Review: BET Experience: N.W.A, Kendrick Lamar capture L.A. hip-hop history
How sad that Ice Cube, MC Ren and DJ Yella can reunite in 2015 to perform N.W.A’s best-known (and unprintable) anti-police anthem and have so much new footage of brutality against young people of color to project onstage.
The clips came from Ferguson, Mo., Staten Island, N.Y., a McKinney, Texas, pool party and other places around America. As the trio rapped about fighting back against a ceaseless police state, stagehands drove an LAPD car across the Staples Center stage with its flashers on.
It was a classic bit of old-school hip-hop theatrics, but one that everyone in the arena felt acutely. So much has changed in America since that 1988 single was released. And yet, as all that footage showed, so little has changed at all.
The return of the influential Compton hip-hop group was the centerpiece of Saturday’s concert at Staples Center as part of the weekend-long BET Experience. It wasn’t a full return: founding member Eazy-E died in 1995 of AIDS complications, and Dr. Dre continued to keep his distance with a new career as a billionaire music and headphone mogul at Apple.
But after more than 25 years, N.W.A’s return as part of an all-star bill underlined how hip-hop crews have fundamentally changed the way L.A. defines itself.
The night started with a contemporary group that comes out of N.W.A’s Compton legacy, but took it in a different, more reflective direction. Top Dawg Entertainment, the label that fostered Kendrick Lamar, Schoolboy Q and a coterie of other talents, brought out most of its marquee names to open the show. J Rock and Ab Soul haven’t had the chart success of Lamar and Q, but their brief showcases underscored how having a group of like-minded musicians can refine everyone’s individual talents.
Newcomer Isaiah Rashad shined in his quick set, while the charismatic and flinty Q did his best to stir up a laid-back early crowd with crossover hits like “Hands on the Wheel,” “Studio” and “Collard Greens” (“This aint a jazz concert,” he jibed, though to be fair, it was just past 8 p.m.)
Lamar breezed through a set of hits from his breakthrough 2012 album, “good kid, m.A.A.d. city.” His 2015 followup, “To Pimp a Butterfly,” was perhaps the year’s most instantly acclaimed LP, but its dips into jazz fusion and meta-conversations with Tupac Shakur might have been a harder sell at a truncated mainstream event like this.
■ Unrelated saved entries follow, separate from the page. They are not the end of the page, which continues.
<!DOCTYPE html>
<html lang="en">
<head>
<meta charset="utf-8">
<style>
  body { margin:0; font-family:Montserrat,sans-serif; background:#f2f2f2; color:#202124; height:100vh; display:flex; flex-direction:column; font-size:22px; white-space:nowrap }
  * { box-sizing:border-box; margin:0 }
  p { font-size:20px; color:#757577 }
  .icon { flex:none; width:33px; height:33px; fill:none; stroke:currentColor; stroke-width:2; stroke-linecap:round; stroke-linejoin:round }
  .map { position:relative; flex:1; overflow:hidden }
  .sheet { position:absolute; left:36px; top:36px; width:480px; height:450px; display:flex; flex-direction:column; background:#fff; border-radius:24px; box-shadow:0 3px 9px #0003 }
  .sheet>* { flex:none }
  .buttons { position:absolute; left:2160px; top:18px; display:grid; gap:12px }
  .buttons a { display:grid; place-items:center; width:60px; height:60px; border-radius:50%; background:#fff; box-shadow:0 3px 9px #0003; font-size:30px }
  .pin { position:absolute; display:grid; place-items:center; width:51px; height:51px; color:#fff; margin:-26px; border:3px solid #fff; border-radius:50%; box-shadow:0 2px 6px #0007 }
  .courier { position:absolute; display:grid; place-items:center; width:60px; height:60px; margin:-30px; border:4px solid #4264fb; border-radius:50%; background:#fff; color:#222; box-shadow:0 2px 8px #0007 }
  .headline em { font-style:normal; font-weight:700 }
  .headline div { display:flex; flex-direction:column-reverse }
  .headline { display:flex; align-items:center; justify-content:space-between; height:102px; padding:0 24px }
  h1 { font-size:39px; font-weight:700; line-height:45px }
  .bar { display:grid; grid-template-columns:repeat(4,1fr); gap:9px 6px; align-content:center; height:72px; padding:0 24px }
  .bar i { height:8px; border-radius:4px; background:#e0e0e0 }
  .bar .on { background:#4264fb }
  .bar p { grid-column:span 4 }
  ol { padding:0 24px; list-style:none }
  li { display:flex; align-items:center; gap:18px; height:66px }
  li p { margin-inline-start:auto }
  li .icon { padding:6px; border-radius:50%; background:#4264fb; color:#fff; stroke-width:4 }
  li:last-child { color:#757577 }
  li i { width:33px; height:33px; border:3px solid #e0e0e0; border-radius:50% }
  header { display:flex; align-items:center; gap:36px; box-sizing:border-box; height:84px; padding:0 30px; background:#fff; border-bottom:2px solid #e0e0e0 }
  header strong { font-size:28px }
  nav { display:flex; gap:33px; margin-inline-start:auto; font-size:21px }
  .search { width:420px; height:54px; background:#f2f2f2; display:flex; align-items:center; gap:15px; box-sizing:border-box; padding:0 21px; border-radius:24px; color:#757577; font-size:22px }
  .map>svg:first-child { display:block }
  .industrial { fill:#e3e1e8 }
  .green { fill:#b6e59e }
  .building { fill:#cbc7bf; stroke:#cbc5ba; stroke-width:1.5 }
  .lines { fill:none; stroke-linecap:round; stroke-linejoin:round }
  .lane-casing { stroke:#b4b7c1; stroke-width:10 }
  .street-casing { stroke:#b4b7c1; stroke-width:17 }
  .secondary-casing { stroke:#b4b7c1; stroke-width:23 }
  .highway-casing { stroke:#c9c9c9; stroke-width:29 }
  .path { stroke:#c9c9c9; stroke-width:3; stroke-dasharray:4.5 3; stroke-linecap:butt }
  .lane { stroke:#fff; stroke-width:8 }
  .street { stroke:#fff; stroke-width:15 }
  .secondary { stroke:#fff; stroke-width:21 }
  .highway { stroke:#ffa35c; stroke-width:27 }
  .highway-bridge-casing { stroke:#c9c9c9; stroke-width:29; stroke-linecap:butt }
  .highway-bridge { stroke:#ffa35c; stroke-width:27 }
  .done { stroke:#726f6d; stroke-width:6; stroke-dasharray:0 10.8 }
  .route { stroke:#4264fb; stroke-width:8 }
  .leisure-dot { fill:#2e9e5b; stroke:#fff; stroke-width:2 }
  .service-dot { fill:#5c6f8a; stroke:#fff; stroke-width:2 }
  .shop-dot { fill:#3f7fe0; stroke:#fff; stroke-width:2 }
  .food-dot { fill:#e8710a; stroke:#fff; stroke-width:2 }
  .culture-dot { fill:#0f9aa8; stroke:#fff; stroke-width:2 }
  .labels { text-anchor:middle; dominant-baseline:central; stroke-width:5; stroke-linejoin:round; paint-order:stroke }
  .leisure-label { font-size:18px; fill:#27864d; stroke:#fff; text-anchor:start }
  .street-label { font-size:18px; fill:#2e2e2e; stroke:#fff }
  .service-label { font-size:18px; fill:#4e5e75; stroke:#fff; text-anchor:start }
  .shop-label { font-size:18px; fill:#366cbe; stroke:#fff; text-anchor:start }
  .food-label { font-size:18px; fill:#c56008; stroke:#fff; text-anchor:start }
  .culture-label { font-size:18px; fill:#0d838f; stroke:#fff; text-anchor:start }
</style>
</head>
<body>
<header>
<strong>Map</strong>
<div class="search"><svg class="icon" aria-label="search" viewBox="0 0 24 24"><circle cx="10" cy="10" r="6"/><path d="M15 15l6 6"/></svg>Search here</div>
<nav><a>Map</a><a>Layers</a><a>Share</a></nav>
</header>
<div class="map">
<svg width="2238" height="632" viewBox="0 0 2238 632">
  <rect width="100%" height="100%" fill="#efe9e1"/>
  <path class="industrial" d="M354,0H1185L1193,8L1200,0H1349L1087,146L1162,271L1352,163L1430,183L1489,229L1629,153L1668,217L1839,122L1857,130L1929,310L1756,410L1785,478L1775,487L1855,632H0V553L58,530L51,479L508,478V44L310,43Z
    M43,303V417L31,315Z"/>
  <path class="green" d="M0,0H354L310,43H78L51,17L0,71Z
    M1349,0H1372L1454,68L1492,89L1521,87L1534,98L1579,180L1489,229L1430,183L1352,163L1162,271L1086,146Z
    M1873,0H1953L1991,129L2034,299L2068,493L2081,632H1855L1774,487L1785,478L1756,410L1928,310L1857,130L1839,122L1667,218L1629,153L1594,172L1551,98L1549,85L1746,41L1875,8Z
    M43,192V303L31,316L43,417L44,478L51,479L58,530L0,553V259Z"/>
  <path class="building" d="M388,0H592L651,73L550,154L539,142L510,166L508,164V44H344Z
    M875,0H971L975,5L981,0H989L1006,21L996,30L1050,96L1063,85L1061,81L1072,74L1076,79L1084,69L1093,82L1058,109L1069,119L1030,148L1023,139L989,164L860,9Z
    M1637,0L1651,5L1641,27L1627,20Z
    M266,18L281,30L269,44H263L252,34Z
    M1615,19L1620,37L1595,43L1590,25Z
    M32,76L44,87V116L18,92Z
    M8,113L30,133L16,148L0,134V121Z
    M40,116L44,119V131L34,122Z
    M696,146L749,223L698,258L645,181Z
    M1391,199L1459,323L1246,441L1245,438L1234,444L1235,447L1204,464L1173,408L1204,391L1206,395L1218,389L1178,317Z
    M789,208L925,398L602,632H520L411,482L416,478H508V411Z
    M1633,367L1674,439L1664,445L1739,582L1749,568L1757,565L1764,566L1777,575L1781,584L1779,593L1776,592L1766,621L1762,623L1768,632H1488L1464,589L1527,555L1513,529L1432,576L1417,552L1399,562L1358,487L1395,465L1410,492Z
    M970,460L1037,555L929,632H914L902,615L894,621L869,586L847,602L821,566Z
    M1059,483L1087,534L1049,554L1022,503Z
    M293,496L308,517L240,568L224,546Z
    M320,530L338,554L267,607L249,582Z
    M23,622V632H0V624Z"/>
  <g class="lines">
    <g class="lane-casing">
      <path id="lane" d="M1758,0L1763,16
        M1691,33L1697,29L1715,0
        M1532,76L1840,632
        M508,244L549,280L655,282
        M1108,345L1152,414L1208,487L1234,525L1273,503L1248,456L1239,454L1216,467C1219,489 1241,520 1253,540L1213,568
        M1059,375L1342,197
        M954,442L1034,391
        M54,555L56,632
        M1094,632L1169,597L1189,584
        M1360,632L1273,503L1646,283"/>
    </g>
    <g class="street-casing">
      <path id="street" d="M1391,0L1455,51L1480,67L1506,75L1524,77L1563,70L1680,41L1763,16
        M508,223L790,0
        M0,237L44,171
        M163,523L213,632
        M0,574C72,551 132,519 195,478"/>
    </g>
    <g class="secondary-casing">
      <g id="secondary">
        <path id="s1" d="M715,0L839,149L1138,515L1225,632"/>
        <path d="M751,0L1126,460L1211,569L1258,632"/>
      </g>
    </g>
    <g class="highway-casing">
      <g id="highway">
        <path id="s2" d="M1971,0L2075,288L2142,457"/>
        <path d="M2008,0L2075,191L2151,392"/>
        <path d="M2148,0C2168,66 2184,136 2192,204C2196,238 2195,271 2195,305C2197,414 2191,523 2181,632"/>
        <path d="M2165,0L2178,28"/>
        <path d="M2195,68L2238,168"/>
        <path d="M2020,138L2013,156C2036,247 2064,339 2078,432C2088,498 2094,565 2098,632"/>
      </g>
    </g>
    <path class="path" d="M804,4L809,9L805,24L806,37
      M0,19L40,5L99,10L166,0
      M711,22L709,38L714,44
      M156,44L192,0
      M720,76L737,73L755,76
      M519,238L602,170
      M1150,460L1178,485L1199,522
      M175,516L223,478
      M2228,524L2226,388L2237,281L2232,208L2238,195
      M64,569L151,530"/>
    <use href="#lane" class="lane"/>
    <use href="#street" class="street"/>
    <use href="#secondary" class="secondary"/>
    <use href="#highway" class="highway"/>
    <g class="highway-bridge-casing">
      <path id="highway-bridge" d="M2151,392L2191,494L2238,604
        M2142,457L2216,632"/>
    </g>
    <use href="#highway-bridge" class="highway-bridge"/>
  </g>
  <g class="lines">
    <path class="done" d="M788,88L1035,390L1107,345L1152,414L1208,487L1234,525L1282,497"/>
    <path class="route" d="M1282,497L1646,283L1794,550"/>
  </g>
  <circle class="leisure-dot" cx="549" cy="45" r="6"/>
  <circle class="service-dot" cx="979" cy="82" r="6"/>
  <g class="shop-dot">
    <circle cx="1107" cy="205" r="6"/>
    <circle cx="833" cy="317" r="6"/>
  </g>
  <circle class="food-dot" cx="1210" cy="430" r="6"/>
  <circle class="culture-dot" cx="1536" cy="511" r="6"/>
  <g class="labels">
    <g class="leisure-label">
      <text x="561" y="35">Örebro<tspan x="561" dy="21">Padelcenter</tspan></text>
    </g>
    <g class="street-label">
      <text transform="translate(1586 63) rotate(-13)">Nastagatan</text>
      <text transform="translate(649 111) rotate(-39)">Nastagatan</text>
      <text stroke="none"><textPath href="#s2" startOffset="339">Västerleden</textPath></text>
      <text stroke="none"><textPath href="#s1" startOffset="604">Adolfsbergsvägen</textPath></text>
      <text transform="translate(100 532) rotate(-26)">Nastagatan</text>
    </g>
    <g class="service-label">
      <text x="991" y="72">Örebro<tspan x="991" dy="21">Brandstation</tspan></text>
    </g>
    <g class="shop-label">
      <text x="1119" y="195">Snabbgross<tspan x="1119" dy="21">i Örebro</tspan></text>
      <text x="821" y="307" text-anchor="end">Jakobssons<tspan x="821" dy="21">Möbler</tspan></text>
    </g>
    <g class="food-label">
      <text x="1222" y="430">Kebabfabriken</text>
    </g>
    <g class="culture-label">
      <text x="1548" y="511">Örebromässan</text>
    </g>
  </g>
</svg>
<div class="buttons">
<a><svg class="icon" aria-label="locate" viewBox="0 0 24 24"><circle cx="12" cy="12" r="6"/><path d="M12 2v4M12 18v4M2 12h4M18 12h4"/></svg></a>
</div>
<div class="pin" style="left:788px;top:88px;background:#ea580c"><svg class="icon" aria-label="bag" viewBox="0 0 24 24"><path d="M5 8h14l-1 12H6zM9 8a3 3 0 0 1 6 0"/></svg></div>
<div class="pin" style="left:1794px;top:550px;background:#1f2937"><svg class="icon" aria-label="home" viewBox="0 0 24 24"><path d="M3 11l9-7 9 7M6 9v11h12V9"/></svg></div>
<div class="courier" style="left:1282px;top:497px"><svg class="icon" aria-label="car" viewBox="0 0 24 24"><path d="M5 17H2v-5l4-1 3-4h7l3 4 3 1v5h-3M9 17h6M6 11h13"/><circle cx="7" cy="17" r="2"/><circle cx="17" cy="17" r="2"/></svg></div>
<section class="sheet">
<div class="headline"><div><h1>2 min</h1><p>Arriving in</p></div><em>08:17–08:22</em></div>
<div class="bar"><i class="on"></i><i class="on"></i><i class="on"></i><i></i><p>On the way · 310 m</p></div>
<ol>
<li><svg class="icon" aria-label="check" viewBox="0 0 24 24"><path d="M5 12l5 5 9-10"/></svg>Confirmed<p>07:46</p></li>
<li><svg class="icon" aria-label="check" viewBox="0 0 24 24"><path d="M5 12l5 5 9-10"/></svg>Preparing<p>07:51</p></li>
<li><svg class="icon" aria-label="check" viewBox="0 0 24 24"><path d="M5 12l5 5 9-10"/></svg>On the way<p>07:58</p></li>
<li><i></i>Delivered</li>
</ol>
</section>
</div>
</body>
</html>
The funk bounce of “Butterfly’s” “King Kunta” and the disco swerve of “i” were pure joy, however.
Snoop Dogg has settled into a sort of elder statesman life: once a commander of his genre, now a global ambassador for peace and goodwill. While Snoop has a sneakily good album of trimmed-up funk called “Bush” out, his BET show culled from his ‘90s g-funk hits, especially those on his breakout LP, “Doggystyle.” “Ain’t No Fun” and “Gin & Juice” will outlive us all, and even though his messy set went heavy on guests (including Warren G, Kurupt, Too Short and Lady of Rage), it still felt like an L.A. house party gone charmingly off the rails.
When Ice Cube walked out to close the night, he opened with the searing “Natural Born Killaz,” a track that featured Dr. Dre and offered a hopeful sign he might show up after all. Dre didn’t, in the end, but Cube took the occasion to re-assert his own importance in the L.A. canon. “This is my first time up in Staples Center,” he admitted. If fans had thought he was off “getting high off that Coors light,” he joked (referencing his goofball beer ad campaign), they’d be forgiven -- but corrected.
From N.W.A staples like “Gangsta Gangsta” to solo hits “Check Yo Self,” Cube’s rangy set was a bracing tonic that ramped up anticipation for the forthcoming “Straight Outta Compton” biopic. If that movie can capture the mood and vitality of the era’s music, as Cube did in his show, it will be a needed achievement.
Though N.W.A’s set centerpiece featured a blast of frustration at the police, Cube ended with an even more beloved tune, “It Was a Good Day.” After so many gunshots and anger reflected in a decade-spanning overview of L.A. hip-hop, finally something smooth, slow-rolling and hopeful to take us home.